[RFC] Vectorization support for histogram count operations

paschalis.mpeis · November 9, 2023, 12:56pm

Hello community,

We would like to propose a mechanism that detects and safely vectorizes histogram computations. This is a work in progress, and a Proof-of-Concept Pull Request will be opened in the coming days.

1. Background:

What is a histogram, and where is it used

Histogram is typically used in image processing and it ‘counts’ actual values of an image. Assuming a colored input image, a histogram would compute counters for occurrences of ‘red’, ‘green’, and ‘blue’ image values. In a typical RGB model, each color accepts values in the range of 0-255.

In our context, it’s just an input integer array and we want to count the number of occurrences of each element and store them in a separate array (ie the histogram).

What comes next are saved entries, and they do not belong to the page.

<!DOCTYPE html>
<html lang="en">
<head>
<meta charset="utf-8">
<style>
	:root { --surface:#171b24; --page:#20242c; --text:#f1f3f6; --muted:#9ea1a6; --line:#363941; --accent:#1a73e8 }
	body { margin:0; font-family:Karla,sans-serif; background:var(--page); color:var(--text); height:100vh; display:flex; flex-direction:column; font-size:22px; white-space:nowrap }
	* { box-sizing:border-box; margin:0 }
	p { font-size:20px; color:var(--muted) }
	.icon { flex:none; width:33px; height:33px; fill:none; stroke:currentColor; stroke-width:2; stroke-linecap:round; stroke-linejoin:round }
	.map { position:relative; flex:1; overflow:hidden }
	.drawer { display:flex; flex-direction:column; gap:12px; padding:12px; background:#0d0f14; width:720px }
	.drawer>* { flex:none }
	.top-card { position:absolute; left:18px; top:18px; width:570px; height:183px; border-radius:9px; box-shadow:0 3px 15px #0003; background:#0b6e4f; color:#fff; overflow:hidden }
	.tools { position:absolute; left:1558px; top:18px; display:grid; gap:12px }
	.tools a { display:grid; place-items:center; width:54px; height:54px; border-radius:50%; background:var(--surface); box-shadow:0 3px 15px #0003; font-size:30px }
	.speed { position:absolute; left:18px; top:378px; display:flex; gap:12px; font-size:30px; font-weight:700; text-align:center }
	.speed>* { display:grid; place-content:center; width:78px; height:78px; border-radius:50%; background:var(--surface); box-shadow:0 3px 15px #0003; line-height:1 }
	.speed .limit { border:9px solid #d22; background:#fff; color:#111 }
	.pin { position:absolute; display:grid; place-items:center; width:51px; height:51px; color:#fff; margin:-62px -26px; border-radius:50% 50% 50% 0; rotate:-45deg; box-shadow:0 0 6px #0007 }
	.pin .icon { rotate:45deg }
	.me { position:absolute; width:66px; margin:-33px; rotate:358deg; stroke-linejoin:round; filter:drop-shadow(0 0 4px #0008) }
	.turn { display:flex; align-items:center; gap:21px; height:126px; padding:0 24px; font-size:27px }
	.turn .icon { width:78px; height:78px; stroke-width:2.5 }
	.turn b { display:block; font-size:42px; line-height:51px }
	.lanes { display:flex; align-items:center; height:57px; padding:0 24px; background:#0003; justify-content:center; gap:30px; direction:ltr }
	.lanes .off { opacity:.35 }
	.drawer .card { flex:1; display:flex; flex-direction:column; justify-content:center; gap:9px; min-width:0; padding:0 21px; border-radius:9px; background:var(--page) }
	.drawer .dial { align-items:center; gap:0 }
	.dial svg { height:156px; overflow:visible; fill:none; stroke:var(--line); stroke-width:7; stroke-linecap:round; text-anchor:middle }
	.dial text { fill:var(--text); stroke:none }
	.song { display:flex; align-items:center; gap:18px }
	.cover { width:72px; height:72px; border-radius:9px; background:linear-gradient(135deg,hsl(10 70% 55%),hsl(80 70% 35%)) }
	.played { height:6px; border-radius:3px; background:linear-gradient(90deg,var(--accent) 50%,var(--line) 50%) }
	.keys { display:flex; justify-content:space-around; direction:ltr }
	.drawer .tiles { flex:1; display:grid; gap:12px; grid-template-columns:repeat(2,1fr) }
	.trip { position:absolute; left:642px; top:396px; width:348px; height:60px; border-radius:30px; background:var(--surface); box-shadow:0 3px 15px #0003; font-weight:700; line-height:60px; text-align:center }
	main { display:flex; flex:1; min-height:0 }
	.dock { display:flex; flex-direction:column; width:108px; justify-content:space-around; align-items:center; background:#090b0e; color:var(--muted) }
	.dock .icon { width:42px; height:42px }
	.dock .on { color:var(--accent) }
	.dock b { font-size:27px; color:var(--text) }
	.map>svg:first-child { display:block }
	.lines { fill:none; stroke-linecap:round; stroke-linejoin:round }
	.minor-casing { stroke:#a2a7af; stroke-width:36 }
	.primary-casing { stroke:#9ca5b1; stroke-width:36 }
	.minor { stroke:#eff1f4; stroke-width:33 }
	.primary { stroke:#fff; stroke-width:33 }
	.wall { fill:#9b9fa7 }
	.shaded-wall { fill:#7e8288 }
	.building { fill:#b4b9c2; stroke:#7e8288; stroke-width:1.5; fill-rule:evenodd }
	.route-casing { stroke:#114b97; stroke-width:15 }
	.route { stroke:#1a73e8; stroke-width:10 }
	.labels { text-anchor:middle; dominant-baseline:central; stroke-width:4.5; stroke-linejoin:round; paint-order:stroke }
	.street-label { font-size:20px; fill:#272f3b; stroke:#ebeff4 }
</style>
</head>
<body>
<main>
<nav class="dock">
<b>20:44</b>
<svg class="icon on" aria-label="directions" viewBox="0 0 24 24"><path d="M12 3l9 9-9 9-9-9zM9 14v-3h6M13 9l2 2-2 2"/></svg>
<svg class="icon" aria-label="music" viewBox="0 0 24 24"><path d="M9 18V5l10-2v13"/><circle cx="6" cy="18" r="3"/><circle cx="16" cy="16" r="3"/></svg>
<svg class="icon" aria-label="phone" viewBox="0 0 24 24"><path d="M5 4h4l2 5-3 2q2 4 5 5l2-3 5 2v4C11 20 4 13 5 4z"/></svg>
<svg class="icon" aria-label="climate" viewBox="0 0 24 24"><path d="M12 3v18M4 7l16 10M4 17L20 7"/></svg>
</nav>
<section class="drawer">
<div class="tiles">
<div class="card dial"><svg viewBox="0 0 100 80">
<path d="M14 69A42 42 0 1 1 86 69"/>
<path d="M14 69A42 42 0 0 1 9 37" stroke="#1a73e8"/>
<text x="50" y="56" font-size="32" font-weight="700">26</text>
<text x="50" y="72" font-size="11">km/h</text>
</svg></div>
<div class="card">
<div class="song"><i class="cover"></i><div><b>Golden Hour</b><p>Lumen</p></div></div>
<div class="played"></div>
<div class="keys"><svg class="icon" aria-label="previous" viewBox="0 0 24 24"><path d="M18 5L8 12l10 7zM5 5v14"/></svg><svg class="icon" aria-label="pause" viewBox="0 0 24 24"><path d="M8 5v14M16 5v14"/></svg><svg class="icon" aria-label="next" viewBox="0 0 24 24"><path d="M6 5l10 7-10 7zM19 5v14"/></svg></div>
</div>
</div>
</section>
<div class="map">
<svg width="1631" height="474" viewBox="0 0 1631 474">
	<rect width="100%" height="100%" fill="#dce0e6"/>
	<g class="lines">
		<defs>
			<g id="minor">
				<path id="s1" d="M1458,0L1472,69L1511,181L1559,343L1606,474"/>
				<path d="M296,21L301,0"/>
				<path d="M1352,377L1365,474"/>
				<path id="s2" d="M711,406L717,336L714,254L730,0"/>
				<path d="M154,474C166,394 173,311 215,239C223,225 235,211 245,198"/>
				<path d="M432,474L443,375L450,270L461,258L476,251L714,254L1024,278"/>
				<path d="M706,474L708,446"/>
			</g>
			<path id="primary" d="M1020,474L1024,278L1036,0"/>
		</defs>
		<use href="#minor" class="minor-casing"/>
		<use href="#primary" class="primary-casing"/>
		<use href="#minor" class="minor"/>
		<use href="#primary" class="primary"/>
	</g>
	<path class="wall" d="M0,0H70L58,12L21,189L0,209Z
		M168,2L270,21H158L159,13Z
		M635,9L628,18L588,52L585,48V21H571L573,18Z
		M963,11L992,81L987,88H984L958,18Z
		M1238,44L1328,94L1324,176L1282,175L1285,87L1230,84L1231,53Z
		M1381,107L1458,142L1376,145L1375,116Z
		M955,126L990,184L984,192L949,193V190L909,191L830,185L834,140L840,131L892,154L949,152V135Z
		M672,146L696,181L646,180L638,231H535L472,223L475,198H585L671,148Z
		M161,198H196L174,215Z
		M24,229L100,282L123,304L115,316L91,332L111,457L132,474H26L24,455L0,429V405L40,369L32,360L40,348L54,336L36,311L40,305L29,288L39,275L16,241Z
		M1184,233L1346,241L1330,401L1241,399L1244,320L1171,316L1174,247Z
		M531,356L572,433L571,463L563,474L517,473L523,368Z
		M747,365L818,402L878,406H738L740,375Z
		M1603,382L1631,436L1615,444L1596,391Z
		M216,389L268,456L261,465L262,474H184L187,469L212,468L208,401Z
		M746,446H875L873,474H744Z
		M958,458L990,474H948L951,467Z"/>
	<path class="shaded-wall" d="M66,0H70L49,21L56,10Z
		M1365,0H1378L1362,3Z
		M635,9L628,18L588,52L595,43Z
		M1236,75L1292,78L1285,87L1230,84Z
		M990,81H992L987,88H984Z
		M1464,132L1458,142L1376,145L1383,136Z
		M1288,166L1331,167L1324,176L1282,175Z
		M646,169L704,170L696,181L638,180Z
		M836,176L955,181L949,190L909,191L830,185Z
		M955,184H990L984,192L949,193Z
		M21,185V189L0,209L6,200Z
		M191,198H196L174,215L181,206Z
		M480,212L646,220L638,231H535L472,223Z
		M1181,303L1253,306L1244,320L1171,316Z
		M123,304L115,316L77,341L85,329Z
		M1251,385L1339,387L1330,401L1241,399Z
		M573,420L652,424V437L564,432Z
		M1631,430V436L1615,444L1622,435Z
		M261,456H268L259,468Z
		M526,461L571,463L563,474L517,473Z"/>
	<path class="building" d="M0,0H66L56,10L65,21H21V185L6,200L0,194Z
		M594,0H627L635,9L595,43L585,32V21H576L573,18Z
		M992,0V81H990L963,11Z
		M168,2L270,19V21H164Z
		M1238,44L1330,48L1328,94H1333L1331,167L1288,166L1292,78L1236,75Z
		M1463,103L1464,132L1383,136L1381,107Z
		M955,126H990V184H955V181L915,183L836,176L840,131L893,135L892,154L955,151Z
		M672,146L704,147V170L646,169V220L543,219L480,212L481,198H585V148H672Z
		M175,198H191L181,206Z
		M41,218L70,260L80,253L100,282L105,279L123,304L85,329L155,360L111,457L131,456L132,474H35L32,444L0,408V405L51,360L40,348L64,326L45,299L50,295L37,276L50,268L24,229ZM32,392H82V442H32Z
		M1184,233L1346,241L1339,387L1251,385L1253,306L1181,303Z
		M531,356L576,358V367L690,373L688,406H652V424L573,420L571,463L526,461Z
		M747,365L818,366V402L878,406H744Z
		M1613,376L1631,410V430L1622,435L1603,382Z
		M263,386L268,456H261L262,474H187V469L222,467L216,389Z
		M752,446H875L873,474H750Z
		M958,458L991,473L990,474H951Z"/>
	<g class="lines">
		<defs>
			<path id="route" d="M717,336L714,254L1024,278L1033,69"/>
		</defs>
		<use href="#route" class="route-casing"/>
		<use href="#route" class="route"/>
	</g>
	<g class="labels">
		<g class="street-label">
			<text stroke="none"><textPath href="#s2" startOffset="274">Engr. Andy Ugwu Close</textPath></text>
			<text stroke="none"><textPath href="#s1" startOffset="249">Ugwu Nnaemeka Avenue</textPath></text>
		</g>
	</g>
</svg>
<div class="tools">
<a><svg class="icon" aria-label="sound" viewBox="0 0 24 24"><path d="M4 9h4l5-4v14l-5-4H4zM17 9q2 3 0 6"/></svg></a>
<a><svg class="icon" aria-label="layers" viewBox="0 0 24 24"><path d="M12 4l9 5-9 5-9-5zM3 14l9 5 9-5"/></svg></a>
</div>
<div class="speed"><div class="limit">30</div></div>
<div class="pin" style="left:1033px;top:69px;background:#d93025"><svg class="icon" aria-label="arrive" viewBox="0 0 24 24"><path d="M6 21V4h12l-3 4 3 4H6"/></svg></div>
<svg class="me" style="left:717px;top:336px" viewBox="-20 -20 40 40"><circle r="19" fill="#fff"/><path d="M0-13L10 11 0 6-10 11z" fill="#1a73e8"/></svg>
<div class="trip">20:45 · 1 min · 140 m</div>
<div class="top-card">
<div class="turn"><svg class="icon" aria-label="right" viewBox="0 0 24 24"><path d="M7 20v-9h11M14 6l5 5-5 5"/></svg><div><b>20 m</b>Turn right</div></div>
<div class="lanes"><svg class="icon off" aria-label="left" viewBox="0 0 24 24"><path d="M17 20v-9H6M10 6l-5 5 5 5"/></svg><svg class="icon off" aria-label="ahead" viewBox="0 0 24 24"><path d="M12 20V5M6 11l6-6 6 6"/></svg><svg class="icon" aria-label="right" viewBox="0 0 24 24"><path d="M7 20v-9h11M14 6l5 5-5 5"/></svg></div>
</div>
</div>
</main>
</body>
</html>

The input array has a consecutive number range, starting from zero, so there is no need for any advanced hash functions to find where to store each counter. Instead we can use the input values as indices for the histogram array (see motivating example code).

2. Motivating example:

The snippet below shows a simple, typical histogram computation. The indices array is the input we want to compute the histogram for, and the buckets is where we store the computed histogram (ie all those counters).

for (int i = 0; i < N; ++i) {
    buckets[indices[i]]++;
}

Example input, output:

In this example, the computed histogram indicates that there are:

1 zero, 1 one, 2 twos, 1 three, and no fours.

# INPUT ARRAY:
    index: 0 1 2 3 4
  indices: 3 2 2 0 1

# COMPUTED HISTOGRAM:
    index: 0 1 2 3 4
  buckets: 1 1 2 1 0

Problem with histogram and vectorization

The example code is using the values of indices (eg, indices[i]) as a hash function to find where to store the counts within the buckets array.

As the compiler cannot identify at static time what are the ranges of the pointers involved, these memory operations are found to be aliasing, which disables vectorization.

Assuming vectorization went ahead, a pseudo-code IR would be something like:

%values = wide load from 'indices'
%prevCount = wide gather-load vector from 'buckets' using %values as indices
%newCount = add %prevCount, 1;
scatter the result (%newCount) back to relevant places (using %values as indices) in `buckets`

There is a correctness issue with the vectorized addition: each lane is not ‘aware’ of any previous counts that happened on the same iteration.

This is illustrated with a dry run on the Example Input focusing on the value ‘2’ , which is encountered twice.
Value 2 is on lane 1, and lane 2, and assuming a vector length of 5 lanes, the entire vector fits in one iteration.
Running the Code:

The 2 twos will be wide loaded initially from indices.
Then, the relevant addresses will be gathered from buckets, which initially are zero.
The addition, computes ‘0+1’ for both.
Finally, the results will be scattered back to the relevant places in buckets.

for counting the twos, there will be two writes on the same index (ie buckets[2]).
according to the manual, the order of those writes will be from least to most significant element.
in this case, it doesn’t really matter what is written first. It will write the value of 1, and then it will overwrite it again with 1. This is wrong. The final result should have been 2.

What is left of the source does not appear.